WHAT THE TASK REQUIRES —
Nothing but an exact repetition of the listing should be returned.

MATERIAL SHOWN —
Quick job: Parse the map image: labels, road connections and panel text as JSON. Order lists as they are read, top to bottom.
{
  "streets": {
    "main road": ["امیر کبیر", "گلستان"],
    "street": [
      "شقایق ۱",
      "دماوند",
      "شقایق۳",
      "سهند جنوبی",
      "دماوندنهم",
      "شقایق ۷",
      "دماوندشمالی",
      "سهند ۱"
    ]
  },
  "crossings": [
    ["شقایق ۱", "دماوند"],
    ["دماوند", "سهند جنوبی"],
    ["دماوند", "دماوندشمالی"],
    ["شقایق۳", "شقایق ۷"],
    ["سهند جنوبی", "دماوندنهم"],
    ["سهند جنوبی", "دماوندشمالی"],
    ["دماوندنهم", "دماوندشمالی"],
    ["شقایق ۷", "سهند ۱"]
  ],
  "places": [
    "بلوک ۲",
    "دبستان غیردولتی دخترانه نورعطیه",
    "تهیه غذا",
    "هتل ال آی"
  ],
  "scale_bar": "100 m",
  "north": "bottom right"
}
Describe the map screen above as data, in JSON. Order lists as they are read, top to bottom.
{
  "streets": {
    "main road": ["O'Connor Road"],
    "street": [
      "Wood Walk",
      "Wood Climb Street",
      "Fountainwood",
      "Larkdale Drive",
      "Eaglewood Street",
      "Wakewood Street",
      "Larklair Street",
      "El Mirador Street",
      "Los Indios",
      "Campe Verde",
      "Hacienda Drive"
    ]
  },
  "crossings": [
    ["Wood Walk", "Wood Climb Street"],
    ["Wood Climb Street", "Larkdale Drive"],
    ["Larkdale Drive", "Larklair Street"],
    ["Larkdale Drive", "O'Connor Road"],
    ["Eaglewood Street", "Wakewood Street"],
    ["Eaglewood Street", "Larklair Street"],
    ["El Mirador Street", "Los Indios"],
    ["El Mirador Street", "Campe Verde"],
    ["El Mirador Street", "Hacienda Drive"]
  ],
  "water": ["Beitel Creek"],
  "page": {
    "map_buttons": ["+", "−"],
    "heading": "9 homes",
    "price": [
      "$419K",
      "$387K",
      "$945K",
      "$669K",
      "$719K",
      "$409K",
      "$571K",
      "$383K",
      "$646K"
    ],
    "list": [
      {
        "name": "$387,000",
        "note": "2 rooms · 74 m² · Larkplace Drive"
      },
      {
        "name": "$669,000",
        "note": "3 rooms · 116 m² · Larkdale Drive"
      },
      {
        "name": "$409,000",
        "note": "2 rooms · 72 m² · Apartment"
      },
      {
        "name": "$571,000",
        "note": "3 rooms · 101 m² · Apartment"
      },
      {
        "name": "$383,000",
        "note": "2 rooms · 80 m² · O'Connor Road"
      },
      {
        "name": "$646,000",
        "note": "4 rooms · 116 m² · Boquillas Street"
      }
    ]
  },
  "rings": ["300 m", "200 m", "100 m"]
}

ANSWER AREA —
Quick job: Parse the map image: labels, road connections and panel text as JSON. Order lists as they are read, top to bottom.
{
  "streets": {
    "main road": ["امیر کبیر", "گلستان"],
    "street": [
      "شقایق ۱",
      "دماوند",
      "شقایق۳",
      "سهند جنوبی",
      "دماوندنهم",
      "شقایق ۷",
      "دماوندشمالی",
      "سهند ۱"
    ]
  },
  "crossings": [
    ["شقایق ۱", "دماوند"],
    ["دماوند", "سهند جنوبی"],
    ["دماوند", "دماوندشمالی"],
    ["شقایق۳", "شقایق ۷"],
    ["سهند جنوبی", "دماوندنهم"],
    ["سهند جنوبی", "دماوندشمالی"],
    ["دماوندنهم", "دماوندشمالی"],
    ["شقایق ۷", "سهند ۱"]
  ],
  "places": [
    "بلوک ۲",
    "دبستان غیردولتی دخترانه نورعطیه",
    "تهیه غذا",
    "هتل ال آی"
  ],
  "scale_bar": "100 m",
  "north": "bottom right"
}
Describe the map screen above as data, in JSON. Order lists as they are read, top to bottom.
{
  "streets": {
    "main road": ["O'Connor Road"],
    "street": [
      "Wood Walk",
      "Wood Climb Street",
      "Fountainwood",
      "Larkdale Drive",
      "Eaglewood Street",
      "Wakewood Street",
      "Larklair Street",
      "El Mirador Street",
      "Los Indios",
      "Campe Verde",
      "Hacienda Drive"
    ]
  },
  "crossings": [
    ["Wood Walk", "Wood Climb Street"],
    ["Wood Climb Street", "Larkdale Drive"],
    ["Larkdale Drive", "Larklair Street"],
    ["Larkdale Drive", "O'Connor Road"],
    ["Eaglewood Street", "Wakewood Street"],
    ["Eaglewood Street", "Larklair Street"],
    ["El Mirador Street", "Los Indios"],
    ["El Mirador Street", "Campe Verde"],
    ["El Mirador Street", "Hacienda Drive"]
  ],
  "water": ["Beitel Creek"],
  "page": {
    "map_buttons": ["+", "−"],
    "heading": "9 homes",
    "price": [
      "$419K",
      "$387K",
      "$945K",
      "$669K",
      "$719K",
      "$409K",
      "$571K",
      "$383K",
      "$646K"
    ],
    "list": [
      {
        "name": "$387,000",
        "note": "2 rooms · 74 m² · Larkplace Drive"
      },
      {
        "name": "$669,000",
        "note": "3 rooms · 116 m² · Larkdale Drive"
      },
      {
        "name": "$409,000",
        "note": "2 rooms · 72 m² · Apartment"
      },
      {
        "name": "$571,000",
        "note": "3 rooms · 101 m² · Apartment"
      },
      {
        "name": "$383,000",
        "note": "2 rooms · 80 m² · O'Connor Road"
      },
      {
        "name": "$646,000",
        "note": "4 rooms · 116 m² · Boquillas Street"
      }
    ]
  },
  "rings": ["300 m", "200 m", "100 m"]
}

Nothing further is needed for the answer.